* **Source records**
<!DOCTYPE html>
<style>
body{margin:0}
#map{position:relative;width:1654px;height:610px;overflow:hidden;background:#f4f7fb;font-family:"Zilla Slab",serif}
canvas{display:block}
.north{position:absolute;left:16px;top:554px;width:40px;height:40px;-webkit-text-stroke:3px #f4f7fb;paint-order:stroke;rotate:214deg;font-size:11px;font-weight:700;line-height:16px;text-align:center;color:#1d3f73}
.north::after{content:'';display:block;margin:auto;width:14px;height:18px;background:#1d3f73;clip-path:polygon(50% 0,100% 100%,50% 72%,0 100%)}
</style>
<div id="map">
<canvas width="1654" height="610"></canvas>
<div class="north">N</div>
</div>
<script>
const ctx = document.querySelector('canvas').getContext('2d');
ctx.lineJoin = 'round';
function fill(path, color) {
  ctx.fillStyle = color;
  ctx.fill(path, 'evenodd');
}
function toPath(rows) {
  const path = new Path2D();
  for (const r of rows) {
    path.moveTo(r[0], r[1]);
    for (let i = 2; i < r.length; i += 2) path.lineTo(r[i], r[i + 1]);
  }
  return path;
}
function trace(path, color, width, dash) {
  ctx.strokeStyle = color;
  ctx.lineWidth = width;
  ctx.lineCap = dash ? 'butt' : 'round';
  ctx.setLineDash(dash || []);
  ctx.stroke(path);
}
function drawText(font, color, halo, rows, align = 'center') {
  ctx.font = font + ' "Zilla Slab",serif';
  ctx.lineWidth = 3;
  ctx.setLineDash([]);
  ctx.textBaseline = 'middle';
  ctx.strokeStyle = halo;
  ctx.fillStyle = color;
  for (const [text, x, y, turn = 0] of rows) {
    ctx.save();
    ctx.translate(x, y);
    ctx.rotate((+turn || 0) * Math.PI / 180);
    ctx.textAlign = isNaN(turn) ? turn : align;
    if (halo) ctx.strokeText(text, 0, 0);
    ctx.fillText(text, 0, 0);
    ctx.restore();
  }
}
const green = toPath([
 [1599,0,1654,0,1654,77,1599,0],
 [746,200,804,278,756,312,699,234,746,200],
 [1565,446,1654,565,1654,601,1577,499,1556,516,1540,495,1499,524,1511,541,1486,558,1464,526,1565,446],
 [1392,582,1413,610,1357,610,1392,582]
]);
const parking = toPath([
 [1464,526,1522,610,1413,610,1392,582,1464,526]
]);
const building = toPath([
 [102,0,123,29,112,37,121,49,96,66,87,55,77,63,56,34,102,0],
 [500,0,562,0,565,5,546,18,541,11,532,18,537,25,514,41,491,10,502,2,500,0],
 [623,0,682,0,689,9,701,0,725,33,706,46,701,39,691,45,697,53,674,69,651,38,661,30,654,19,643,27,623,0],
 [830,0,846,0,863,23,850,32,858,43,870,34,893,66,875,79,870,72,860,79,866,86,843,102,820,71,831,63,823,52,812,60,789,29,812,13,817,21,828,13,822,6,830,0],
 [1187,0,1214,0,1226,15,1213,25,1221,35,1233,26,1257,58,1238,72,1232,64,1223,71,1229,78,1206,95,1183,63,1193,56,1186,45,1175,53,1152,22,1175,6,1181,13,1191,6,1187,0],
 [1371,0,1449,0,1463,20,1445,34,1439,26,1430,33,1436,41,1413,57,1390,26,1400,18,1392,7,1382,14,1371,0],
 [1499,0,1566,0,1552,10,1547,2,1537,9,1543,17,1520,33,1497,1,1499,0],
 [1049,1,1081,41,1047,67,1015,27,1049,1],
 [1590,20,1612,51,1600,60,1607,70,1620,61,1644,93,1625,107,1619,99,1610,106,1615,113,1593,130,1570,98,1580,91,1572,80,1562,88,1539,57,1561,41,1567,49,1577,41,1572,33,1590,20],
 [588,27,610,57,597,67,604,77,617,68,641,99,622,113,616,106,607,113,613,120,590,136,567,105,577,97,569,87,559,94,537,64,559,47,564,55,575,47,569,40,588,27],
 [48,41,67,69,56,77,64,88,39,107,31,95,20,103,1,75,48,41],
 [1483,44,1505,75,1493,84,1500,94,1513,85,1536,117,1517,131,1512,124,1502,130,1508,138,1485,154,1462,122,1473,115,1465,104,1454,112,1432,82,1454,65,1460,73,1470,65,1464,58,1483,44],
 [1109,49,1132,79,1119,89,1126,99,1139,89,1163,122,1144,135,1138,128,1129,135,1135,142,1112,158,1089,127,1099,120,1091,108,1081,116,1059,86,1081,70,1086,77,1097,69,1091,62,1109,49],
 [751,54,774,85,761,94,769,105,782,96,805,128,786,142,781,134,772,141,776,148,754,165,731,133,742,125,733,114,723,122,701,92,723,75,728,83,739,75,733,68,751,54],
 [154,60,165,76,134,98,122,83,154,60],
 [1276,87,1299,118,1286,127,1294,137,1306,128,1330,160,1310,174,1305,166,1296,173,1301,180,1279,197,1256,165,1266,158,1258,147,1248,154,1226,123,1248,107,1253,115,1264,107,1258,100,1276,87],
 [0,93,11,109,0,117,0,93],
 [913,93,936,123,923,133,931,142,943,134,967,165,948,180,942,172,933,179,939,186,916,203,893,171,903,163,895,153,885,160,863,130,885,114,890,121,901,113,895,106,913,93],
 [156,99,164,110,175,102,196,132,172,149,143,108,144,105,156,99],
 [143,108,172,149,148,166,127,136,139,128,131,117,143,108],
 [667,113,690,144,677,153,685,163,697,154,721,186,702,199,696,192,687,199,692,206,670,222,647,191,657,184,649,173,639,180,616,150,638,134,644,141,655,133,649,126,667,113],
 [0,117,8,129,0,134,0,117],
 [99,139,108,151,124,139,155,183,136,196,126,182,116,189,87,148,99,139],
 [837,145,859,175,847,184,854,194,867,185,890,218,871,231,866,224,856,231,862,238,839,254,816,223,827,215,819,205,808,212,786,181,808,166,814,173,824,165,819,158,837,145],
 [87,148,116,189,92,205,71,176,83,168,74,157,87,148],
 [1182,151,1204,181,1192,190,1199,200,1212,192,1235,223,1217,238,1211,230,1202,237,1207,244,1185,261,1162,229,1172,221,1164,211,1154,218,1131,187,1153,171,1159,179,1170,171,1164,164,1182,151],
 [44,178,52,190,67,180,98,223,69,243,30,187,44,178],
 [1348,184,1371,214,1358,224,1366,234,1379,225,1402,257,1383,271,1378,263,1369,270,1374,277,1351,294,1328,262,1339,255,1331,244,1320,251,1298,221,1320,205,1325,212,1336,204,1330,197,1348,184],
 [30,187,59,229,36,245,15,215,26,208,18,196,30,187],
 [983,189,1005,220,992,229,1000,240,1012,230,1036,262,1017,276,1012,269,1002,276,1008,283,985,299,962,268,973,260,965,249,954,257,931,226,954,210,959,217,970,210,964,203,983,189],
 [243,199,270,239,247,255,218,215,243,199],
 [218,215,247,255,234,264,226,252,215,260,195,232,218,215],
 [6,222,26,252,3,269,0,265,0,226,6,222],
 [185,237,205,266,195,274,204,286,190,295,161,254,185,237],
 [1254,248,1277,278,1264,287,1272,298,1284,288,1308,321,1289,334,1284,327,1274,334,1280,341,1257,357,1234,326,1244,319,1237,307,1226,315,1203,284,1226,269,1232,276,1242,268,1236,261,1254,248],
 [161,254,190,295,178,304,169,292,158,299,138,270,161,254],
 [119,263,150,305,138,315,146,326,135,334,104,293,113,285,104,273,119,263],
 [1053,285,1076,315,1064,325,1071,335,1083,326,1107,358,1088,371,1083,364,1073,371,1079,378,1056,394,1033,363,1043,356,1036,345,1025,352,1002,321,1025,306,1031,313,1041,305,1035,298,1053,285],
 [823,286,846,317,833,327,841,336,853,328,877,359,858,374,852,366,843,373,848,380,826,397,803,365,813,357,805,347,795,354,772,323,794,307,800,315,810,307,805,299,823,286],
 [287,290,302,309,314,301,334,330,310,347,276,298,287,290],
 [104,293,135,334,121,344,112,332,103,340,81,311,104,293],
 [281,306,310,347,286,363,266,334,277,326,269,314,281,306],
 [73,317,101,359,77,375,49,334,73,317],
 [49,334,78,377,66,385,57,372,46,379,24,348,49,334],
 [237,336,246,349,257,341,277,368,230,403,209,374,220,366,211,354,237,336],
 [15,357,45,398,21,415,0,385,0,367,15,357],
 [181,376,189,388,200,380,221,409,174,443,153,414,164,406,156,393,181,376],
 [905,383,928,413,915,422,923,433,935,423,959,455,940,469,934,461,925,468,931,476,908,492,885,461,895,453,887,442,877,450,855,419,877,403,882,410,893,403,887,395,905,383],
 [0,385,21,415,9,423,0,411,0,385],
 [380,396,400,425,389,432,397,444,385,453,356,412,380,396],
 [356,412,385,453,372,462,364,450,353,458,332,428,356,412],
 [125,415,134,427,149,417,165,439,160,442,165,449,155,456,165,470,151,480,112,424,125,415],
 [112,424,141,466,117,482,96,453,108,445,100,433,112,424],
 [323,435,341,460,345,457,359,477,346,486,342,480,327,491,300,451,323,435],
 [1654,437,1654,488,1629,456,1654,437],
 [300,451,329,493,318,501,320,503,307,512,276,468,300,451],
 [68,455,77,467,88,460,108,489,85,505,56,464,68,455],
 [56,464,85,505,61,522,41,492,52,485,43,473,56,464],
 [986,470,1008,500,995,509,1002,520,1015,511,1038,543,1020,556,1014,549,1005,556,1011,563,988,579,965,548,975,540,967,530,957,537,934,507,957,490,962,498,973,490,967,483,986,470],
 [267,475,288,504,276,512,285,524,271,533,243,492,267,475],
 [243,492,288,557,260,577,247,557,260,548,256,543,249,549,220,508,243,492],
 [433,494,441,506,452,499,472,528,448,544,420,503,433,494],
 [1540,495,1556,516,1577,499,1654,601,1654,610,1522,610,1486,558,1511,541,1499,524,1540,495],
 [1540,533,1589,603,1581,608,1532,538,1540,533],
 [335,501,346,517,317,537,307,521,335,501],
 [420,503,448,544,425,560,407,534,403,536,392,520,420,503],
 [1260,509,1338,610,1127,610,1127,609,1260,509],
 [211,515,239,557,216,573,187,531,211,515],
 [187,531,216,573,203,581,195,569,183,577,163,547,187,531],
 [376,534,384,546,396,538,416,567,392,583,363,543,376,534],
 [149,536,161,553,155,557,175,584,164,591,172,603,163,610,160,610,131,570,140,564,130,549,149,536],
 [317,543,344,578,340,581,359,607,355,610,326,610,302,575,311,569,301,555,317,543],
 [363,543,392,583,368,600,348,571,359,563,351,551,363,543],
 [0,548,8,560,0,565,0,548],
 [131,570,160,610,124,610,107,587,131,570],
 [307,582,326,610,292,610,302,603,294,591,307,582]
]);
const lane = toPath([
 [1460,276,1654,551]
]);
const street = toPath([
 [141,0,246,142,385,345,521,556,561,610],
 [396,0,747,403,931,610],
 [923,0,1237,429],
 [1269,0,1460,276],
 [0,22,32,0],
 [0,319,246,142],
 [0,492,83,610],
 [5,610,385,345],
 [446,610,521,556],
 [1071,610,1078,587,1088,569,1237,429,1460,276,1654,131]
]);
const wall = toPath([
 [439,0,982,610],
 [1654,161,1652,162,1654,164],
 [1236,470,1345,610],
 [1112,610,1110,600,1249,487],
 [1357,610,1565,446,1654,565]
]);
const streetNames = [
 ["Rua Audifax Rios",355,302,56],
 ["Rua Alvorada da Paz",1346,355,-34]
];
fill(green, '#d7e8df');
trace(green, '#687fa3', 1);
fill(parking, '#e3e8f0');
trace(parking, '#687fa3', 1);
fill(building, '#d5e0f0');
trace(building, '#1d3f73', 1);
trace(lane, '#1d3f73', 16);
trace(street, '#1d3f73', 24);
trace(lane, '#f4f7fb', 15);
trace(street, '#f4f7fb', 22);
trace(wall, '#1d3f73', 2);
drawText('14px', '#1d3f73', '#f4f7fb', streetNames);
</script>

* **Exercise aim**
All that is needed is how many lines of the listing hold the word "strokeStyle", stated as one number.

* **Answer to the exercise**
2